Motorcyclists drive past burning tyres set up to block security forces from passing through a major traffic hub in Yangon on Monday. Photograph: The New York Times

 

Myanmar security forces shot dead six people taking part in pro-democracy demonstrations on Monday, media and witnesses said, and the military junta imposed martial law in districts of the main city Yangon which gave commanders wide powers to crush dissent.

Supporters of detained elected leader Aung San Suu Kyi took to the streets again despite the killing of dozens of protesters on Sunday in the bloodiest day since a military coup on February 1st ignited mass demonstrations nationwide.
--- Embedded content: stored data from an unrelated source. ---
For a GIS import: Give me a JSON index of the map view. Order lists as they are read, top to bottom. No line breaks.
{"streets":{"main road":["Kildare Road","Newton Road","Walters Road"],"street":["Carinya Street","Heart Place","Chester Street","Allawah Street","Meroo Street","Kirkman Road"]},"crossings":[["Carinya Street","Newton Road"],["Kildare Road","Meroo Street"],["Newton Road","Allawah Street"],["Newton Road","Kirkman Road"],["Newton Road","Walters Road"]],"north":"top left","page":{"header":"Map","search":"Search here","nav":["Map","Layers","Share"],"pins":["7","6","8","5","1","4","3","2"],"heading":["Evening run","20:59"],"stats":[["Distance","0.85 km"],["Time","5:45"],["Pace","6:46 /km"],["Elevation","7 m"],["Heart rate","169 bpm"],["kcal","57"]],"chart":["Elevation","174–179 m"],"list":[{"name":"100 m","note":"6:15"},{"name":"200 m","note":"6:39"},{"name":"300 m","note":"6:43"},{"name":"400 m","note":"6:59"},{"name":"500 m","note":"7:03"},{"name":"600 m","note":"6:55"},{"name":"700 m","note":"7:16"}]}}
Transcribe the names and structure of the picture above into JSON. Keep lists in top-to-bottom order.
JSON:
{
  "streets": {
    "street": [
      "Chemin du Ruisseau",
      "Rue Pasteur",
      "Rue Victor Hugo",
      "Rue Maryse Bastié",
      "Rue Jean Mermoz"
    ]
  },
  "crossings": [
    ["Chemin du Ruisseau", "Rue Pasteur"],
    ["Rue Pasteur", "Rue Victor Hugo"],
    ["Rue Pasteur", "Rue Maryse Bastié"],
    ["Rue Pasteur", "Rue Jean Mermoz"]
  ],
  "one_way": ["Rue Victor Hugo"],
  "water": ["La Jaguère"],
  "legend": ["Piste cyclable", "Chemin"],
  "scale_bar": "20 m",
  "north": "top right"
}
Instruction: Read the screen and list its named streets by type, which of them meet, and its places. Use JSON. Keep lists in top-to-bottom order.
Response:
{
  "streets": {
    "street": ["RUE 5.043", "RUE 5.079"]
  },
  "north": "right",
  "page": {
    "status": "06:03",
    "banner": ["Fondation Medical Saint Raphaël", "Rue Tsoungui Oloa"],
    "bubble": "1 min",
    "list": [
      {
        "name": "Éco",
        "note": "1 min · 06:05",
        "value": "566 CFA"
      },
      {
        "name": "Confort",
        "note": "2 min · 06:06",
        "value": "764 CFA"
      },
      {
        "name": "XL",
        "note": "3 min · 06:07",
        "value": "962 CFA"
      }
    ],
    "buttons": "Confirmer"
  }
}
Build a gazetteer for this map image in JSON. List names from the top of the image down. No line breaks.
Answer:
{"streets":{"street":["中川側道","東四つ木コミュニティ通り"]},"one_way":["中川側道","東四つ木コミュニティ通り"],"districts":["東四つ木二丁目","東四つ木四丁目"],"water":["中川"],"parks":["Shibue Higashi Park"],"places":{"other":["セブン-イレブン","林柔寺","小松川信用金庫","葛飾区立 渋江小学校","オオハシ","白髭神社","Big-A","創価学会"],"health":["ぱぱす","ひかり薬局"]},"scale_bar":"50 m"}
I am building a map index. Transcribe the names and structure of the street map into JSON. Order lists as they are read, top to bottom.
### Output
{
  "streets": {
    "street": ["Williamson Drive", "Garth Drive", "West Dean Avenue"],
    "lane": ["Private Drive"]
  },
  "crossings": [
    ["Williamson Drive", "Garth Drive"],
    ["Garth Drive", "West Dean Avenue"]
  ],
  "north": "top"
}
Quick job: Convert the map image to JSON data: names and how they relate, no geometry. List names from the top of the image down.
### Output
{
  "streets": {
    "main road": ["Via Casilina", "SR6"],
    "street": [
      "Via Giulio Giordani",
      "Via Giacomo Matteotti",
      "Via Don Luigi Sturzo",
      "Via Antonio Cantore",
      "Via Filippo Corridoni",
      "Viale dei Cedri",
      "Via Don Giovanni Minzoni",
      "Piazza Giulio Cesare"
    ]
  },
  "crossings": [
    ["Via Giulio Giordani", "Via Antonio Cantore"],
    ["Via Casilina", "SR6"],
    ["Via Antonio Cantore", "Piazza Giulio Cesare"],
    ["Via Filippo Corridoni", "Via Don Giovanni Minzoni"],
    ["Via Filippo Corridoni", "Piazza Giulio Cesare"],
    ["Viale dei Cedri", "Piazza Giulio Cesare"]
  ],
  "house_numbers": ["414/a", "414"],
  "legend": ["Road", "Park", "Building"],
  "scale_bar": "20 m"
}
Marches took place on Monday in the second city Mandalay and in the central towns of Myingyan and Aunglan, where police opened fire, witnesses and media reported.

“One girl got shot in the head and a boy got shot in the face,” an 18-year-old protester in Myingyan told Reuters by telephone. “I’m now hiding.”

The Myanmar Now media outlet reported three people were killed in Myingyan and two in Aunglan, while a journalist in Mandalay said one person was shot dead there after a big protest had passed off peacefully.

The deaths bring the total toll from the protests to about 140, based on a tally by rights group Assistance Association for Political Prisoners (AAPP) and the latest reports.

A junta spokesman did not answer calls requesting comment.

Martial law

State broadcaster MRTV reported martial law had been imposed in several districts of Yangon, Myanmar’s commercial hub and former capital, and Myanmar Now said it had also been imposed in several parts of Mandalay.

The martial law announcement stated that military commanders in Yangon would take over administration of districts, including the courts, MRTV said.

The courts martial had the authority to hand down the death sentence or long prison terms for a range of offences. These included treason and dissent, obstructing the military or civil service, spreading untrue information, and crimes related to unlawful association.

Arson attacks on Sunday against 32 Chinese-invested factories in an industrial suburb of Yangon prompted China’s strongest comments yet on the turmoil gripping its neighbour, where many people see Beijing as supportive of the coup.

China’s Global Times newspaper said the factories were “vandalised in vicious attacks” that caused damage worth $37 million and injuries to two Chinese employees. Its embassy urged Myanmar’s generals to stop the violence.

“We wish that Myanmar’s authorities can take further relevant and effective measures to guarantee the security of the lives and assets of Chinese companies and personnel,” foreign ministry spokesman Zhao Lijian said in Beijing.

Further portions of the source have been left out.